Start of Extracted material
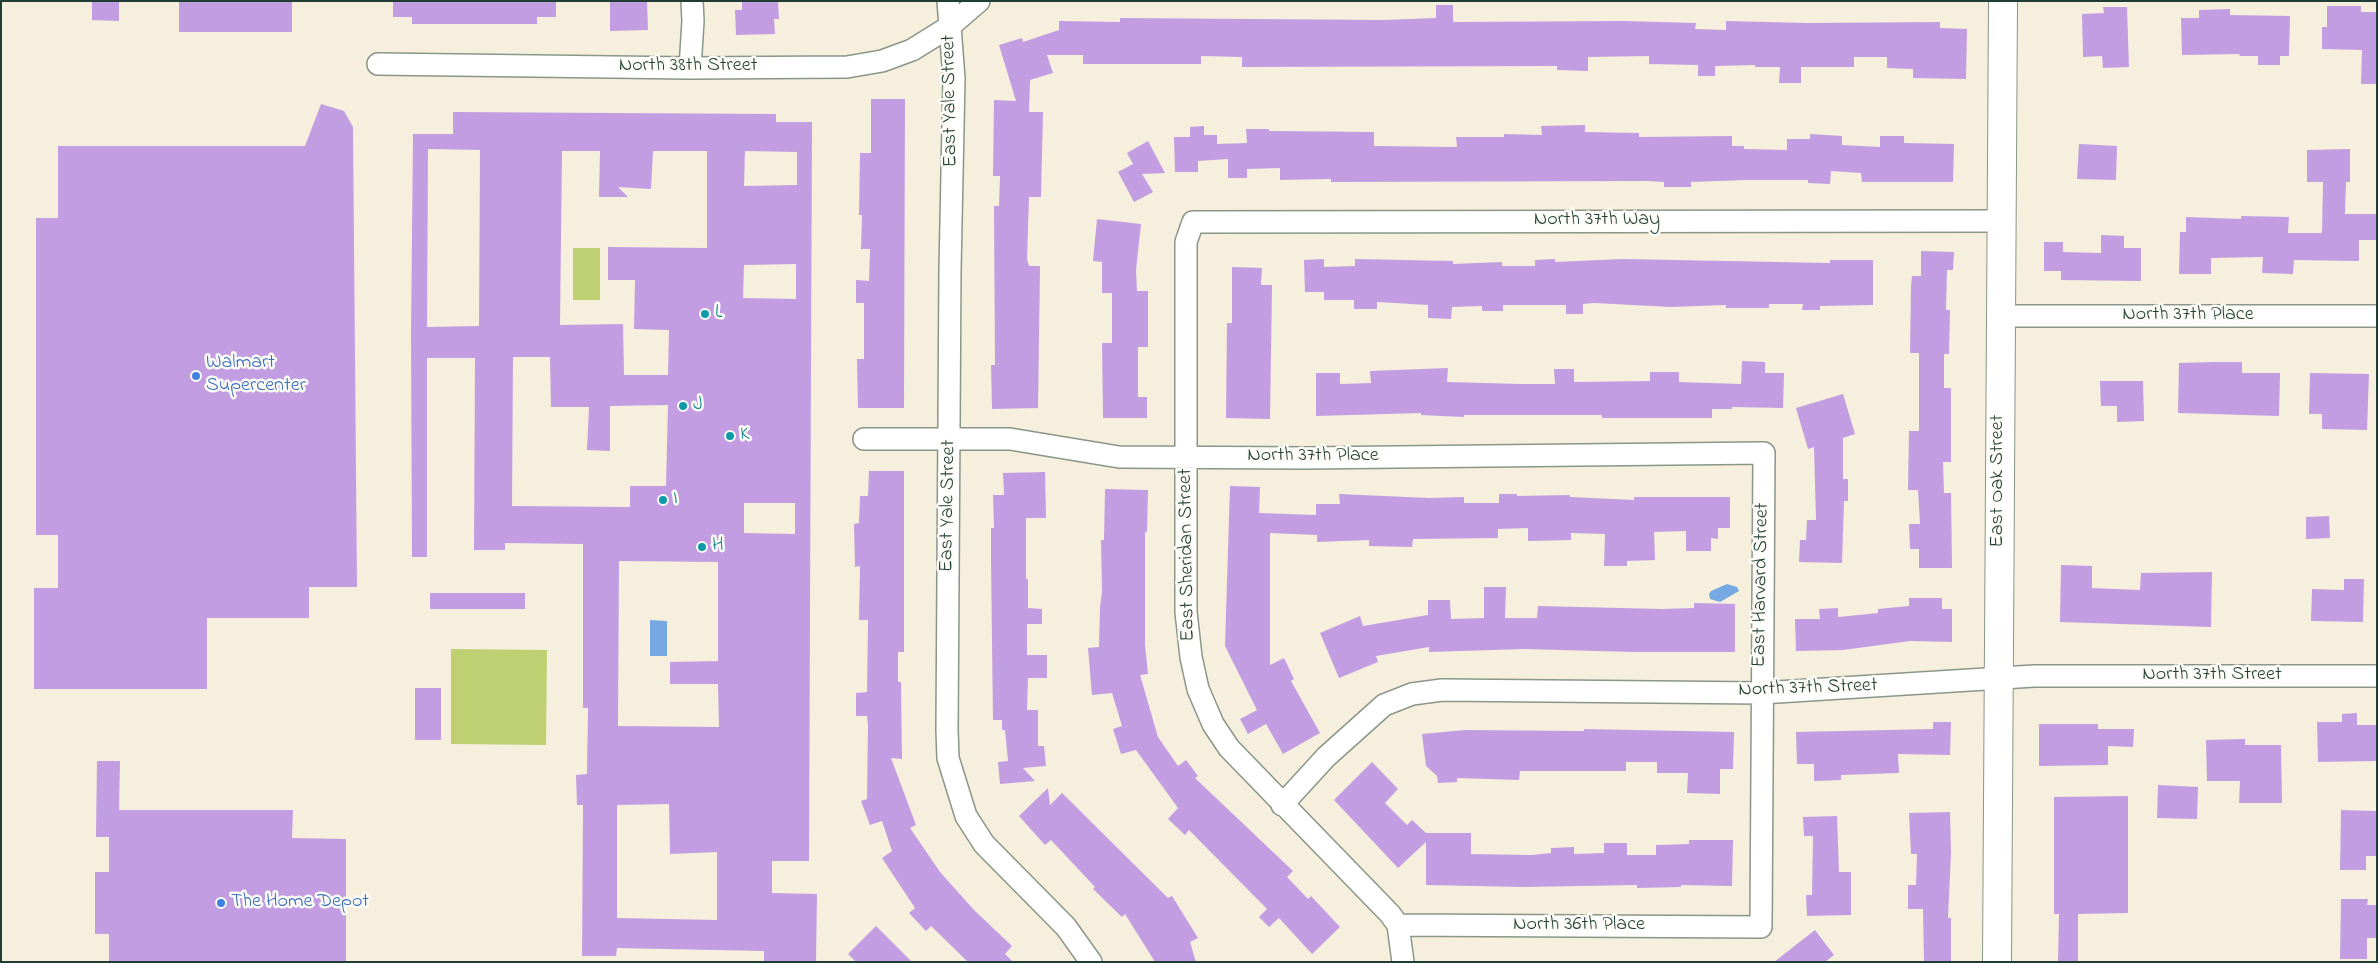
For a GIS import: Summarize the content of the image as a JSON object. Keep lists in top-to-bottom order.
{
  "streets": {
    "street": [
      "North 38th Street",
      "East Yale Street",
      "North 37th Way",
      "North 37th Place",
      "East Oak Street",
      "East Sheridan Street",
      "East Harvard Street",
      "North 37th Street",
      "North 36th Place"
    ]
  },
  "crossings": [
    ["North 38th Street", "East Yale Street"],
    ["East Yale Street", "North 37th Place"],
    ["North 37th Way", "East Oak Street"],
    ["North 37th Way", "East Sheridan Street"],
    ["North 37th Place", "East Oak Street"],
    ["North 37th Place", "East Sheridan Street"],
    ["North 37th Place", "East Harvard Street"],
    ["East Oak Street", "North 37th Street"],
    ["East Sheridan Street", "North 37th Street"],
    ["East Sheridan Street", "North 36th Place"],
    ["East Harvard Street", "North 37th Street"],
    ["East Harvard Street", "North 36th Place"]
  ],
  "places": [
    "L",
    "Walmart Supercenter",
    "J",
    "K",
    "I",
    "H",
    "The Home Depot"
  ]
}
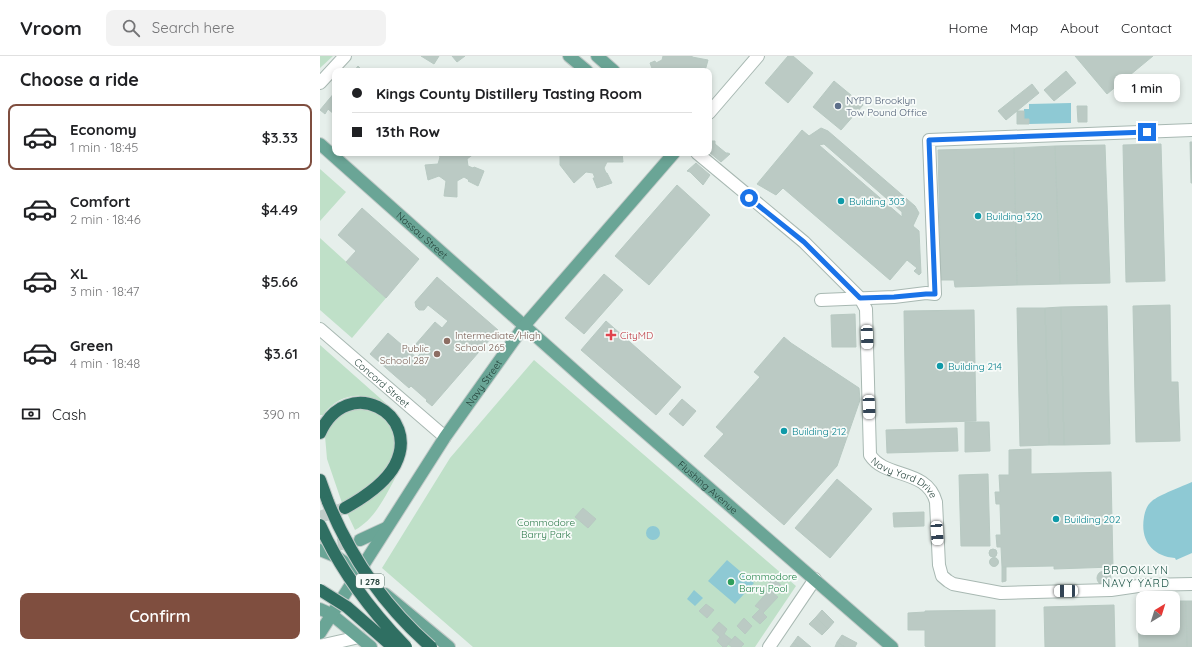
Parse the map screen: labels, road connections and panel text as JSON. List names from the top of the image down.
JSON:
{
  "streets": {
    "highway": ["I 278"],
    "main road": ["Nassau Street", "Navy Street", "Flushing Avenue"],
    "street": ["Concord Street", "Navy Yard Drive"]
  },
  "crossings": [
    ["Nassau Street", "Navy Street"],
    ["Nassau Street", "Flushing Avenue"],
    ["Concord Street", "Navy Street"],
    ["Navy Street", "Flushing Avenue"]
  ],
  "districts": ["BROOKLYN NAVY YARD"],
  "parks": ["Commodore Barry Park"],
  "places": {
    "other": [
      "NYPD Brooklyn Tow Pound Office",
      "Building 303",
      "Building 320",
      "Intermediate/High School 265",
      "Public School 287",
      "Building 214",
      "Building 212",
      "Building 202",
      "Commodore Barry Pool"
    ],
    "health": ["CityMD"]
  },
  "north": "top right",
  "page": {
    "header": "Vroom",
    "search": "Search here",
    "nav": [
      "Home",
      "Map",
      "About",
      "Contact"
    ],
    "heading": "Choose a ride",
    "banner": ["Kings County Distillery Tasting Room", "13th Row"],
    "bubble": "1 min",
    "list": [
      {
        "name": "Economy",
        "note": "1 min · 18:45",
        "value": "$3.33"
      },
      {
        "name": "Comfort",
        "note": "2 min · 18:46",
        "value": "$4.49"
      },
      {
        "name": "XL",
        "note": "3 min · 18:47",
        "value": "$5.66"
      },
      {
        "name": "Green",
        "note": "4 min · 18:48",
        "value": "$3.61"
      }
    ],
    "pay": ["Cash", "390 m"],
    "buttons": "Confirm"
  }
}
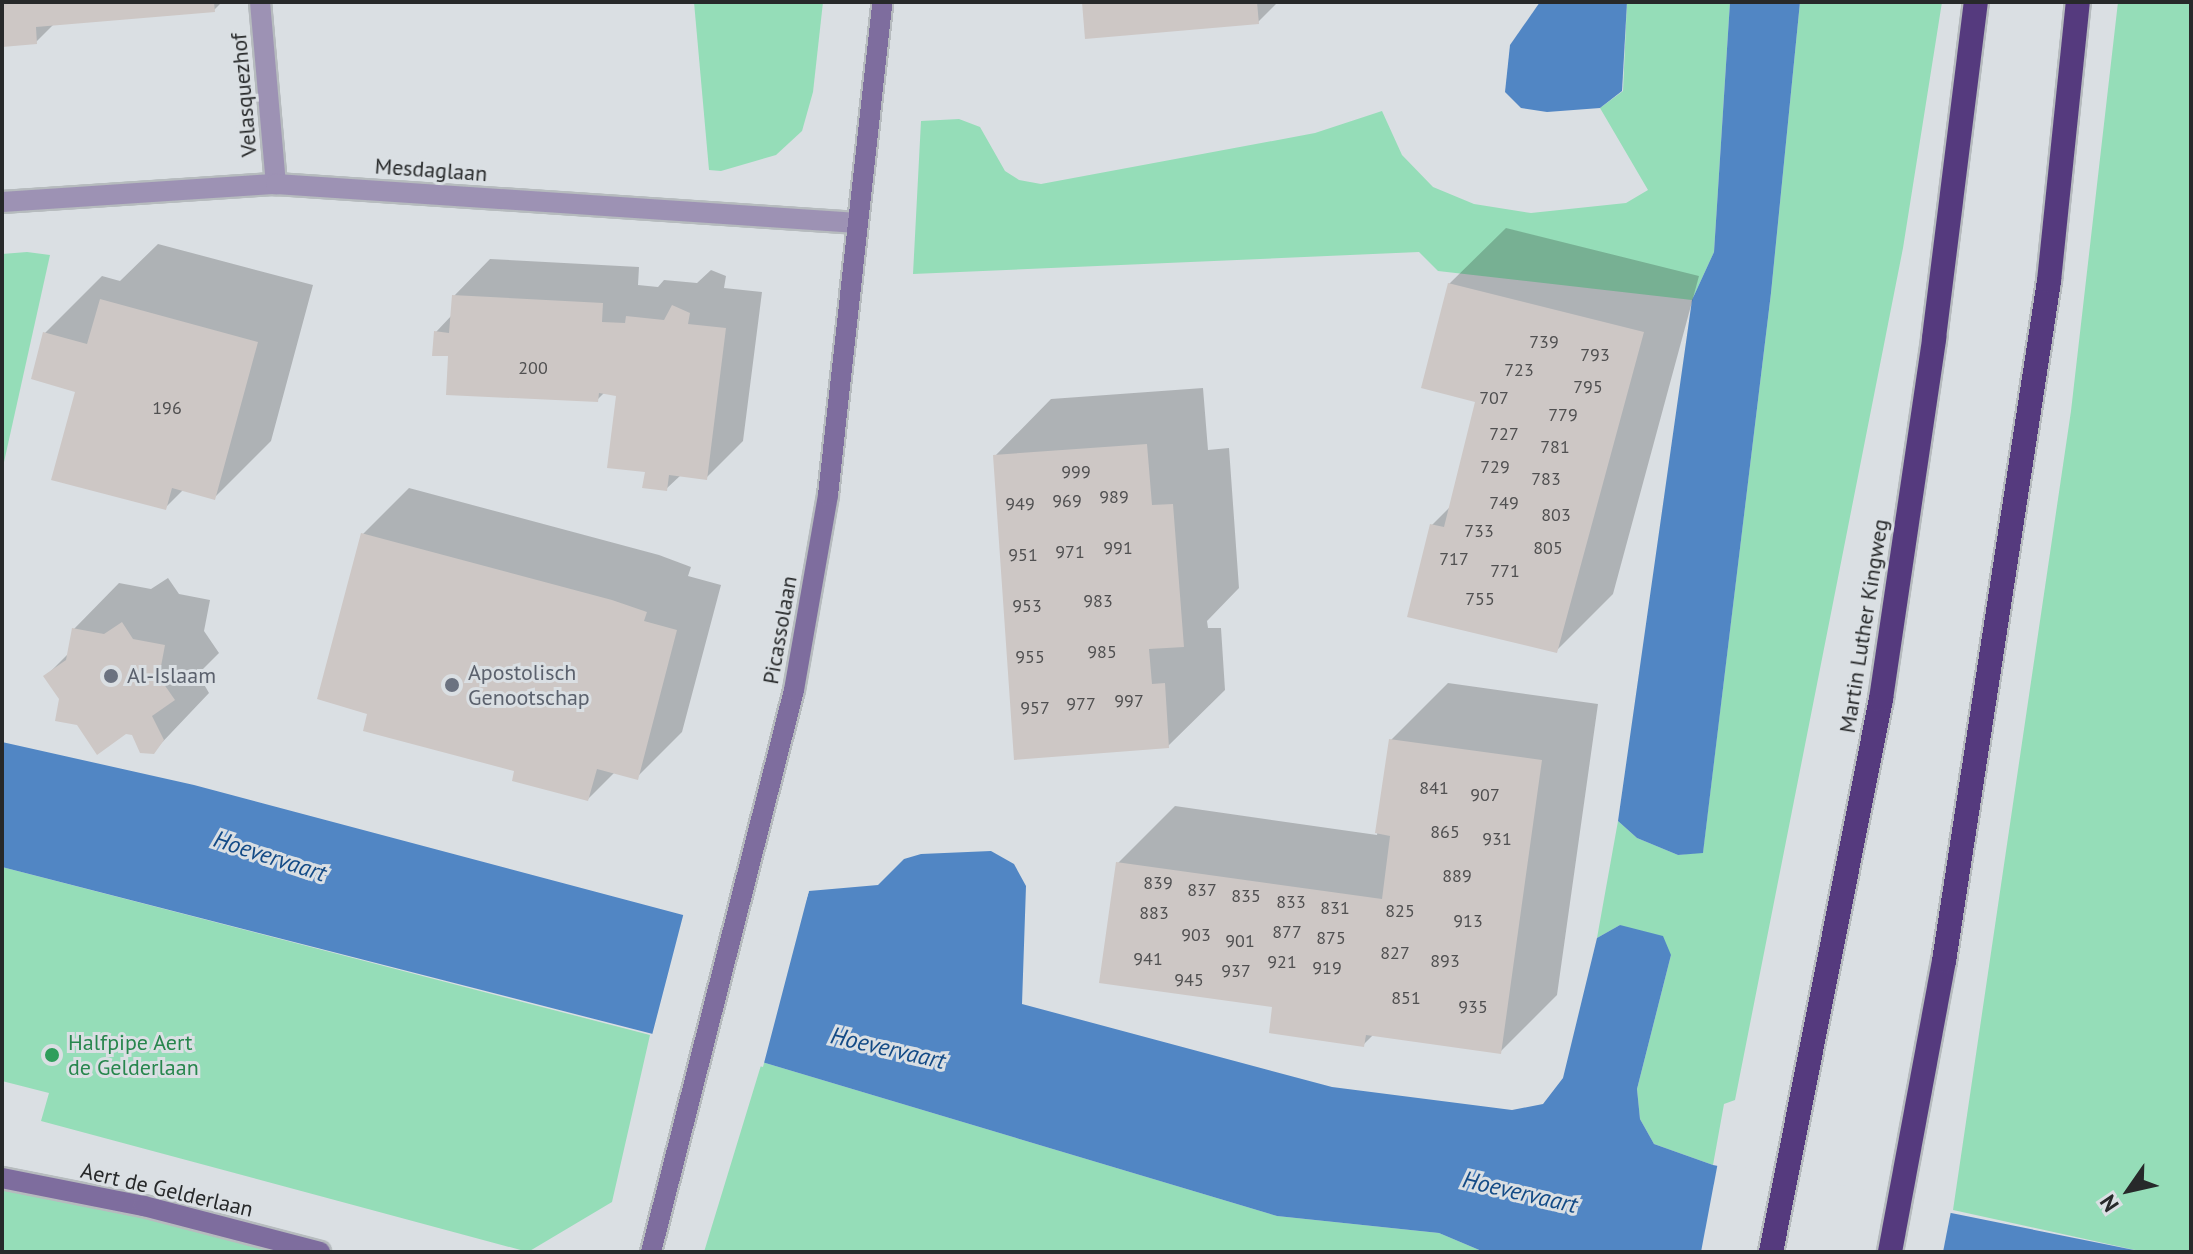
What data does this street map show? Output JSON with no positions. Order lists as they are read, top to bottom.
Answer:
{
  "streets": {
    "highway": ["Martin Luther Kingweg"],
    "street": [
      "Velasquezhof",
      "Mesdaglaan",
      "Picassolaan",
      "Aert de Gelderlaan"
    ]
  },
  "crossings": [
    ["Velasquezhof", "Mesdaglaan"],
    ["Mesdaglaan", "Picassolaan"]
  ],
  "water": ["Hoevervaart"],
  "places": ["Al-Islaam", "Apostolisch Genootschap", "Halfpipe Aert de Gelderlaan"],
  "house_numbers": [
    "739",
    "793",
    "200",
    "723",
    "795",
    "707",
    "196",
    "779",
    "727",
    "781",
    "729",
    "999",
    "783",
    "989",
    "969",
    "749",
    "949",
    "803",
    "733",
    "991",
    "805",
    "971",
    "951",
    "717",
    "771",
    "755",
    "983",
    "953",
    "985",
    "955",
    "997",
    "977",
    "957",
    "841",
    "907",
    "865",
    "931",
    "889",
    "839",
    "837",
    "835",
    "833",
    "831",
    "825",
    "883",
    "913",
    "877",
    "903",
    "875",
    "901",
    "827",
    "941",
    "893",
    "921",
    "919",
    "937",
    "945",
    "851",
    "935"
  ],
  "north": "bottom left"
}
End of Extracted material
▸ **Goal of the exercise**:
Go through the material above and copy each line that has the word "Mesdaglaan".

▸ **Response area**:
      "Mesdaglaan",
    ["Velasquezhof", "Mesdaglaan"],
    ["Mesdaglaan", "Picassolaan"]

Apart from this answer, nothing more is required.